Road trips are not a part of our ordinary way of getting around, but we are on one. Along with my sister and brother-in-law, who flew in from Honolulu just for the privilege of this adventure, we drove from Walla Walla, WA to Minneapolis, MN for the triple purpose of going to my first ever high school reunion, visiting our youngest sister and family at their “lake cabin up north,” and seeing a couple of national parks along the way.
It’s easy to forget just how big our nation is when one never travels, or flies, as we usually do, from point A to point B. Glacier and Teddy Roosevelt National Parks were our two must see stops along the way. Glacier is overpoweringly awesome in it’s grandeur, but it was also crowded enough that all the short day hiking trails were overwhelmed with people and not a parking place was to be had. Although, to be fair, the east side just outside the park was all but deserted. By the time we got there it was also time to move on. Teddy Roosevelt, in far western North Dakota, was another story. This enormous combination of badlands, canyons and ranch land along the Little Missouri River was wide open and begging for exploration.
Having said that, it’s the land in between that inspires wonder. A thousand miles of open prairie, small towns and huge farms and ranches interspersed with open pit coal mines, oil and gas development, and the railroad. The wealth it creates benefits the locals at the most modest of levels, the bulk of it flowing to the coasts and to the relative few at the top of the economic food chain. A little over a hundred years ago, as immigration flowed into the Great Plains, local progressives formed the Grange and other organizations to fight for a fair share of the profits from their labor. Now the region is losing population, and what political energy there is has been largely seduced by the paranoia of the far right wing so that its followers have become the agents of policies that enrich others at the cost of their own impoverishment. Go figure.

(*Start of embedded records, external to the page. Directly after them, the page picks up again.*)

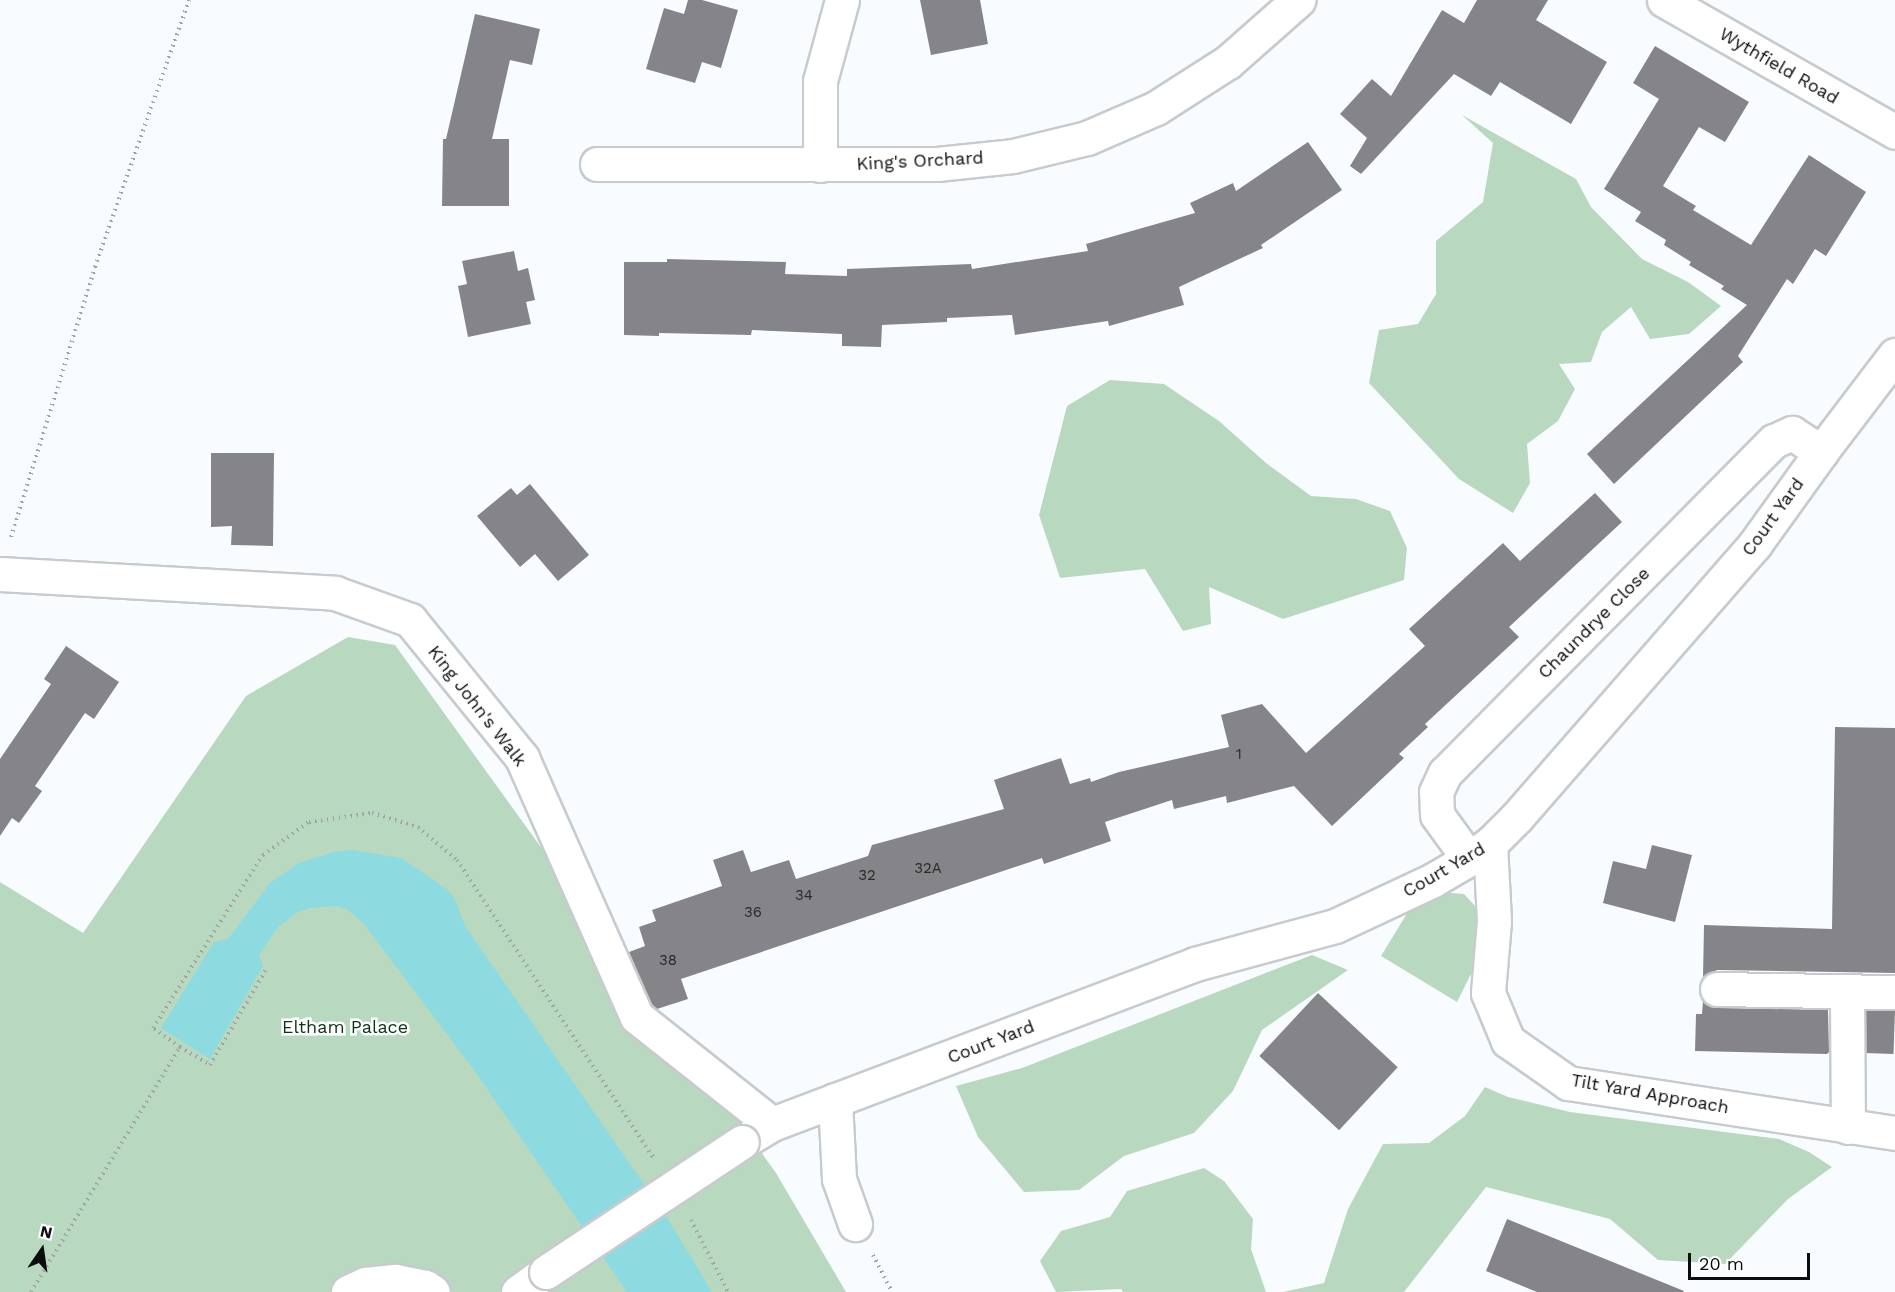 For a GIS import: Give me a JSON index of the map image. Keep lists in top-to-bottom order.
{
  "streets": {
    "street": [
      "Wythfield Road",
      "King's Orchard",
      "Court Yard",
      "Chaundrye Close",
      "King John's Walk",
      "Tilt Yard Approach"
    ]
  },
  "crossings": [
    ["Court Yard", "Chaundrye Close"],
    ["Court Yard", "King John's Walk"],
    ["Court Yard", "Tilt Yard Approach"],
    ["Chaundrye Close", "Tilt Yard Approach"]
  ],
  "parks": ["Eltham Palace"],
  "house_numbers": [
    "1",
    "32A",
    "32",
    "34",
    "36",
    "38"
  ],
  "scale_bar": "20 m",
  "north": "top"
} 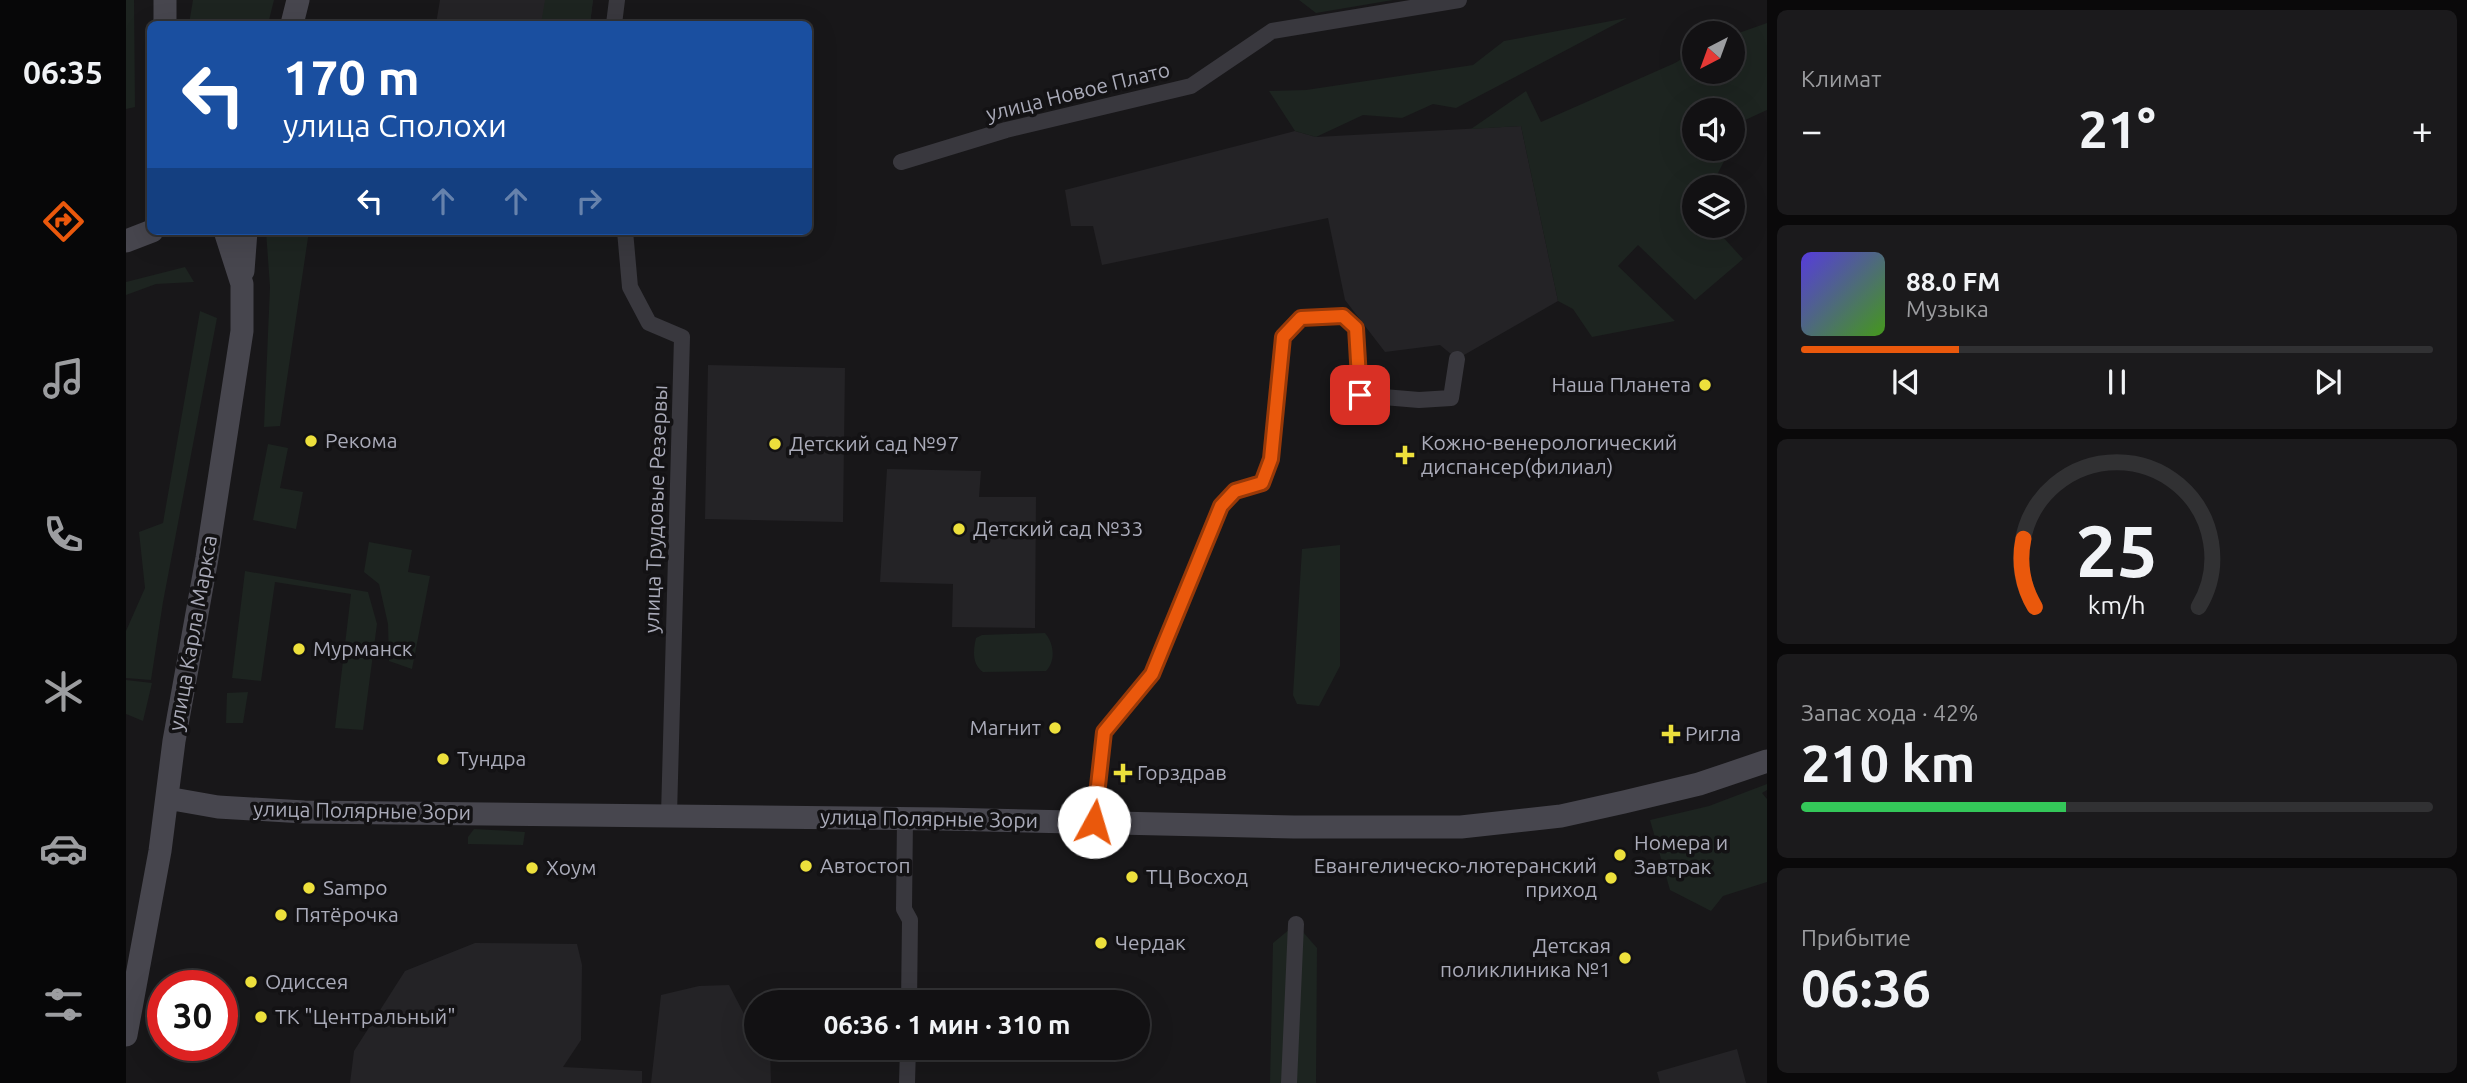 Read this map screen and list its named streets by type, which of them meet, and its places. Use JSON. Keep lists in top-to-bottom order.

But I digress, I’m inclined to think it would do everyone good to take a road trip or two across the land. I don’t imagine it would matter what route, as long as it took in the great expanse of the plains and prairie. It’s too easy to become so locally parochial that we lose perspective on what it means to be a nation of united states. It’s not just a matter of isolated big city folks wondering if ‘O’ states such as Oklahoma, Ohio and Oregon are lumped together somewhere “out there.” A local guy of my acquaintance once told me that he was planning a trip “back east.” I asked him where and he said Nebraska, which to him was more or less somewhere near New Jersey.
Geography is important. Knowledge and experience of it is how we put perspective into our ideas about who we are and who we want to be. Sadly, I know more than a few who travel a great deal by car all over the country and never learn a thing about the history, culture or economics of the places through which they drive. I marvel at their lack of curiosity about almost everything but where to get the best deal on an all you can eat buffet, or who are obsessed with knowing the numbers of highways but are disinterested in the knowing about the people who live along them. Maybe it’s always been that way. Sad.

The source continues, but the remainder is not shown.